Sant was referred to the EC’s Spring forecast on Malta, which claims “a number of member states also continue to be affected by large shares of non-performing loans. Country specific recommendations are addressed to Bulgaria, Cyprus, Ireland, Italy and Malta in this sense”.

Non-performing loans are loans held with banks on which interest and capital repayment are not being honoured.

“They have been a crucial problem with many major banks across Europe.  Their elimination has been less than successful, which has held up progress in setting up a banking union within the Eurozone,” Sant said.

Non-performing loans have been a vital point of concern in successive versions of the European semester, the process by which the European Commission comments about the economic and financial performance of member states. It then makes recommendations, called Country Specific Recommendations (CSRs), for future policy in each member state.

But Sant said concern about non-performing bank loans in Malta has not featured in Malta’s CSRs in recent years.

Sant filed an urgent parliamentary question asked the EC to explain why it has included this as a concern in this year’s general Communication, when the same point is totally absent in the Country Specific Recommendations addressed to Malta.

Sant said that its economic analysis included in the March 2018 country report, the Commission stated that Malta’s good economic performance has also been reflected in the performance of the banking sector. It laid no stress on any risk related to NPLs in Malta, which stayed at around 3.7% of GDP.
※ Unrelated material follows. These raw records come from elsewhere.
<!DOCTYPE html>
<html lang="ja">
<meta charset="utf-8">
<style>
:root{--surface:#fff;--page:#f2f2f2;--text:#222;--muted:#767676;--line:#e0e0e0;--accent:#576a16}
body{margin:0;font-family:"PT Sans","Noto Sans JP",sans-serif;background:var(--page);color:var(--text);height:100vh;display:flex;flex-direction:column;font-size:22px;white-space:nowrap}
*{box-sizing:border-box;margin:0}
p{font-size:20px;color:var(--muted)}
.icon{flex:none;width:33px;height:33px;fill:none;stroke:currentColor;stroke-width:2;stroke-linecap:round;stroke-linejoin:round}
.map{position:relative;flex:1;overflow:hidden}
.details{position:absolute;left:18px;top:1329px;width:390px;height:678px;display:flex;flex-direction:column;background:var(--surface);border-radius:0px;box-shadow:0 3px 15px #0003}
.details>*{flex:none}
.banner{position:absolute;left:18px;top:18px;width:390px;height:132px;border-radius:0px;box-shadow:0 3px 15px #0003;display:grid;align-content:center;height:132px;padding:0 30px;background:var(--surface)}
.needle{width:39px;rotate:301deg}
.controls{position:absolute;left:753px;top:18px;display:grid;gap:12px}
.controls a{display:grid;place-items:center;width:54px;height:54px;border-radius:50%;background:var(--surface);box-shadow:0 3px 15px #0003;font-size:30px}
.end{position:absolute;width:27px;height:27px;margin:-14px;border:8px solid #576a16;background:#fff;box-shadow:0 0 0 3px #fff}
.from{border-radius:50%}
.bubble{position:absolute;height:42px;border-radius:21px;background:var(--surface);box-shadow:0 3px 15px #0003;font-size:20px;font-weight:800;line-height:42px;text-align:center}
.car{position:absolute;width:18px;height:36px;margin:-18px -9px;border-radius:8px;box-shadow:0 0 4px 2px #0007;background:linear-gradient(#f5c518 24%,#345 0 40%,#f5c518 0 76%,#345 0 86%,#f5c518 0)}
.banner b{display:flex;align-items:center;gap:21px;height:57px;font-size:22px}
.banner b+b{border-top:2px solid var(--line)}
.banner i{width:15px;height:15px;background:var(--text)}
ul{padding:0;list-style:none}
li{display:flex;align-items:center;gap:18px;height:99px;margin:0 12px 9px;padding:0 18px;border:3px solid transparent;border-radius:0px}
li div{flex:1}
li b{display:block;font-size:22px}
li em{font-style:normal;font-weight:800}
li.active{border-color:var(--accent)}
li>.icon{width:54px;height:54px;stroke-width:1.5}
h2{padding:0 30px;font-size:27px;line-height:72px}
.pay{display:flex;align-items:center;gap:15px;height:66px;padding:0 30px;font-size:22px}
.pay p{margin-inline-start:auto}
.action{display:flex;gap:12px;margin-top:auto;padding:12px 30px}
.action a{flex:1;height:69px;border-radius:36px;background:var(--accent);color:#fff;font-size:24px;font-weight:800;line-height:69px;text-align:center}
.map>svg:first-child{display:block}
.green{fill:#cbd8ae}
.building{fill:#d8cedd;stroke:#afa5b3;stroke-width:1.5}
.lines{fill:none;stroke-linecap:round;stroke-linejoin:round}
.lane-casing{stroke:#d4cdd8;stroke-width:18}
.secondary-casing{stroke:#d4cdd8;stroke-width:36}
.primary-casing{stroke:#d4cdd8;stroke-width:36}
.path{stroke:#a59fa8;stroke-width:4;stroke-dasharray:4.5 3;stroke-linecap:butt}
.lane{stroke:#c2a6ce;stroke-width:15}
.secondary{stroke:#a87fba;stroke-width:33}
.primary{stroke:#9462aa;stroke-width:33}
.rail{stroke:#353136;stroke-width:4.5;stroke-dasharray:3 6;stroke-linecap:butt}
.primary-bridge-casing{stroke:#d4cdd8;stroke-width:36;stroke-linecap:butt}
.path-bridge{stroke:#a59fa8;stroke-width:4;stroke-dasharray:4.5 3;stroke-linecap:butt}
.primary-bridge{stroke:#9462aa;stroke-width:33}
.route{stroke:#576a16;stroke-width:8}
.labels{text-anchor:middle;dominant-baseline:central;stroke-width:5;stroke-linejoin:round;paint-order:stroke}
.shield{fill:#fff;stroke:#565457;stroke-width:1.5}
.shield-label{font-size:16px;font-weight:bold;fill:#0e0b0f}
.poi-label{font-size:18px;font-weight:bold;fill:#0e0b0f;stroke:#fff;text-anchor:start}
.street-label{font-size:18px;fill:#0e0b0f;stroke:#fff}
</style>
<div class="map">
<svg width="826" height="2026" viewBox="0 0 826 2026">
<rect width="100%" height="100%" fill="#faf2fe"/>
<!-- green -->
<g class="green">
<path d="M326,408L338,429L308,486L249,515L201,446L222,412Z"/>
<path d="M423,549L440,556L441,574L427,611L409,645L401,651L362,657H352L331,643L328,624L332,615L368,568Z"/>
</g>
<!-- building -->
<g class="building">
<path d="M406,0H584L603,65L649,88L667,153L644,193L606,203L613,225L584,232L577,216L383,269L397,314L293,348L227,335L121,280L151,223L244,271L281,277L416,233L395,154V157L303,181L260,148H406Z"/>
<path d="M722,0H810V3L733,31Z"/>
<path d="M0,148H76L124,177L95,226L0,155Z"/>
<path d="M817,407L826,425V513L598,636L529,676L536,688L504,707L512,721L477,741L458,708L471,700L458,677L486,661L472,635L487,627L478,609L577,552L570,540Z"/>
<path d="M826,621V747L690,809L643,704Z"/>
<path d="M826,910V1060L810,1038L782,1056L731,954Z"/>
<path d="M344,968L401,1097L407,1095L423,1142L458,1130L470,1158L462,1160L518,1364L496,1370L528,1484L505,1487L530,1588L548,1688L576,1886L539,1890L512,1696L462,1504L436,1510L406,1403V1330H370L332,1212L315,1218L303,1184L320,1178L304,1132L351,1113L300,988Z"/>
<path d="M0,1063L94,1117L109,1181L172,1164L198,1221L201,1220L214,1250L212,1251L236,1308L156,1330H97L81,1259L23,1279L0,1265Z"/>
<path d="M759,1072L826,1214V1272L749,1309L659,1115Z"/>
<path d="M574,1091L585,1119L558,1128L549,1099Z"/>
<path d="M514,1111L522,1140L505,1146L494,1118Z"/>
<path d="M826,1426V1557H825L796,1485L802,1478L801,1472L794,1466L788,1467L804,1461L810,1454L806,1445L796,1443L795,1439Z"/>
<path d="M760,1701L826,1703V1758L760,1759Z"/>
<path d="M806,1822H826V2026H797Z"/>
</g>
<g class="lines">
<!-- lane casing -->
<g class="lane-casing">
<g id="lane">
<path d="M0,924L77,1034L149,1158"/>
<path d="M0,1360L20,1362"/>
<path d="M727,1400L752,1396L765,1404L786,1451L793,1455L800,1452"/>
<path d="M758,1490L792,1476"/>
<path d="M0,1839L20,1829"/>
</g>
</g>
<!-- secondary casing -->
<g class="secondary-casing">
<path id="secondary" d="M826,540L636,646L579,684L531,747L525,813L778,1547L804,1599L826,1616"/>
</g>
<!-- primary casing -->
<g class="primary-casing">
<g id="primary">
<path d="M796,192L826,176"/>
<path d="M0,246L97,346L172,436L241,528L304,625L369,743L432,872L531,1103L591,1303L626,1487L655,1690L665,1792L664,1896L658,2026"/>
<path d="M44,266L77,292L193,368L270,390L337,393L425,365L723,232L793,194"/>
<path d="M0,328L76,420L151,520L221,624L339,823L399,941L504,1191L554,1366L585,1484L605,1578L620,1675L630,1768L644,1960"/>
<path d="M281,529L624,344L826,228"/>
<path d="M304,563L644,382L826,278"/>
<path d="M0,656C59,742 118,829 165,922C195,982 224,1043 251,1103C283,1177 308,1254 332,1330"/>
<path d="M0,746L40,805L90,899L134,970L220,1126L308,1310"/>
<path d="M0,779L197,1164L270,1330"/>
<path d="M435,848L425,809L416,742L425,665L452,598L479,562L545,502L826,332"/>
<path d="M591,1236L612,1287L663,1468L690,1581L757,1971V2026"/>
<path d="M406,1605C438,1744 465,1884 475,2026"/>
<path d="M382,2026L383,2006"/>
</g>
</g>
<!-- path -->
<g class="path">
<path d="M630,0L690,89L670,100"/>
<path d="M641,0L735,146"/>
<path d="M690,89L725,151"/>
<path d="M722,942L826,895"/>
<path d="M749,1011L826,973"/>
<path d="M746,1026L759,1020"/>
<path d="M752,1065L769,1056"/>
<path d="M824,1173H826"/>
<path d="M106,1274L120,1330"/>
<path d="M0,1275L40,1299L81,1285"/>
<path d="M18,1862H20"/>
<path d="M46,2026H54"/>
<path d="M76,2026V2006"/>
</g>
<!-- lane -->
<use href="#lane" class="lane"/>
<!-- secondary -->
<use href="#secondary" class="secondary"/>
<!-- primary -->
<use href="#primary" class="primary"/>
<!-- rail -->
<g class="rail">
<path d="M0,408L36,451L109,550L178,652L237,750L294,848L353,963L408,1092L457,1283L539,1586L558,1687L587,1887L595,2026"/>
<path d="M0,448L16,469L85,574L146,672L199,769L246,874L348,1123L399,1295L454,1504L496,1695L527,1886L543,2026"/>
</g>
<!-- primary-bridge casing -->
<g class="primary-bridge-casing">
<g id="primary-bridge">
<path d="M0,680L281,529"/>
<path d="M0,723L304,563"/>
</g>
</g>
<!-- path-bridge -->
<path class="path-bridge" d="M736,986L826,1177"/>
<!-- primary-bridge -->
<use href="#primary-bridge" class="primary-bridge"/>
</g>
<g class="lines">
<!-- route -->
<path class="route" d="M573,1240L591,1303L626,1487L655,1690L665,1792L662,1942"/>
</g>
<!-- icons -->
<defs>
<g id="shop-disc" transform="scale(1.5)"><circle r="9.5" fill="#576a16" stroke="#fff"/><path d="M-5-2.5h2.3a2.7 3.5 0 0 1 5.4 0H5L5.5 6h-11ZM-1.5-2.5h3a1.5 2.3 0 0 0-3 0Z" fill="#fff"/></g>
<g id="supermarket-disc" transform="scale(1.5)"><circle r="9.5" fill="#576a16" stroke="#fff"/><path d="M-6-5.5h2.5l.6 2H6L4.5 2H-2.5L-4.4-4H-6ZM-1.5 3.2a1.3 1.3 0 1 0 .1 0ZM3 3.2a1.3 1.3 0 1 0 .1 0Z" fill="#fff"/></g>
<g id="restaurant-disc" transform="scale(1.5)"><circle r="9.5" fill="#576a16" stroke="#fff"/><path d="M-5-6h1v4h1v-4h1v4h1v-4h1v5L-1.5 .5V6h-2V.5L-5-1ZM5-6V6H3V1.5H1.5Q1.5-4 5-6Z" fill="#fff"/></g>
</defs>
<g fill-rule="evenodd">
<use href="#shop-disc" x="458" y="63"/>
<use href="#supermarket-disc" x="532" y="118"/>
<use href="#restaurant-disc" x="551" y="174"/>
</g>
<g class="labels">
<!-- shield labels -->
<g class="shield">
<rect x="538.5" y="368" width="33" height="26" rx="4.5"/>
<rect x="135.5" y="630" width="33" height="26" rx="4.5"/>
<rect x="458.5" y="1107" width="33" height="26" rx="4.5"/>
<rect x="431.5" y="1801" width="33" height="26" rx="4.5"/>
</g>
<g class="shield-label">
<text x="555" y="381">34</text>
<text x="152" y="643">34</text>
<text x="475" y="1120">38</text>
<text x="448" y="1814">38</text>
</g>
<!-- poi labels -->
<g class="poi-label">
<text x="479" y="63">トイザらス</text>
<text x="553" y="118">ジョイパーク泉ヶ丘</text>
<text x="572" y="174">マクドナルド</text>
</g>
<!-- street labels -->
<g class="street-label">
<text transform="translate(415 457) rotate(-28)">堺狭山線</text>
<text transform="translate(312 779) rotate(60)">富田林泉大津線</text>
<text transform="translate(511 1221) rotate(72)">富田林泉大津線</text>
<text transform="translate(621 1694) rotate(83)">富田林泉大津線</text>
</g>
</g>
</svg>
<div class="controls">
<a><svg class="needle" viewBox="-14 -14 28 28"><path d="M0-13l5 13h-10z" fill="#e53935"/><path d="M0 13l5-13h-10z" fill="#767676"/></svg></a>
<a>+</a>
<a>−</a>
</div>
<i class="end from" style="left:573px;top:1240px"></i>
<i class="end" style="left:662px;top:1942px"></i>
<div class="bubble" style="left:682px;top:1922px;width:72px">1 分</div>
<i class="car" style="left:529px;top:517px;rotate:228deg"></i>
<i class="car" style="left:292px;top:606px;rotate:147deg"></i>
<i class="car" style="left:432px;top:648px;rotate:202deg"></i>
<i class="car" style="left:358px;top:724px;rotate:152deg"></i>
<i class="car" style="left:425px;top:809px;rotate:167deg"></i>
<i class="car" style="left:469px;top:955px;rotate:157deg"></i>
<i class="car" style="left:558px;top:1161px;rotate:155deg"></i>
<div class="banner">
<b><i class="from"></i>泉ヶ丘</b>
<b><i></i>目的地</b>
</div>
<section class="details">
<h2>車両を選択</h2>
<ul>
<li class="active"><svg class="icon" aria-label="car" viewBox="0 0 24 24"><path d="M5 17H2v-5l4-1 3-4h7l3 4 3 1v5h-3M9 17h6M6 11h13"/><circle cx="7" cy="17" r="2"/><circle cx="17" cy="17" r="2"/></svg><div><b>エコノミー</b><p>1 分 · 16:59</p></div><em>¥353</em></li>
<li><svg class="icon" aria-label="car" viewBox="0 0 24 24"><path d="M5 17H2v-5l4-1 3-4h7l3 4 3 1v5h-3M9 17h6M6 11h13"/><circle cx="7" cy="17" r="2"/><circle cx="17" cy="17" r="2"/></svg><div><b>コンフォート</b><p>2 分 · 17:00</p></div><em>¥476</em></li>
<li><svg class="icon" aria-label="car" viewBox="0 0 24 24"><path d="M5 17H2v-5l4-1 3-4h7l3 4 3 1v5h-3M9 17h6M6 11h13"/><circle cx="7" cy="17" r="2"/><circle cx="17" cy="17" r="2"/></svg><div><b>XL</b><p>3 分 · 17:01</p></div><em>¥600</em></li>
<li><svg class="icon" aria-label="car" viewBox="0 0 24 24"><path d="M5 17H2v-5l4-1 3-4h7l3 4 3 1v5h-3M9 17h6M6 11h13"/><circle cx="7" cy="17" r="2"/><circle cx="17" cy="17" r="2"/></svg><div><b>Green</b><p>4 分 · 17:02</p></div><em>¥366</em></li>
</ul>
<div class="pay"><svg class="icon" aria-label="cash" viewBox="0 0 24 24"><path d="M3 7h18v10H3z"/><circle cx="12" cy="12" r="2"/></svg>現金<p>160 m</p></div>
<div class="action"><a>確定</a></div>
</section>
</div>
The Maltese MEP noted that according to the European Banking Authority, the average of non-performing loans to GDP held by all European banks stood at 4% of GDP at the end of December 2017, higher than Malta’s.

He therefore asked the European Commission to clarify what it considers to be a “large” share of non-performing loans held by banks in any given country.

Under the procedure of an urgent parliamentary question, the Commission should give priority to the reply requested from it.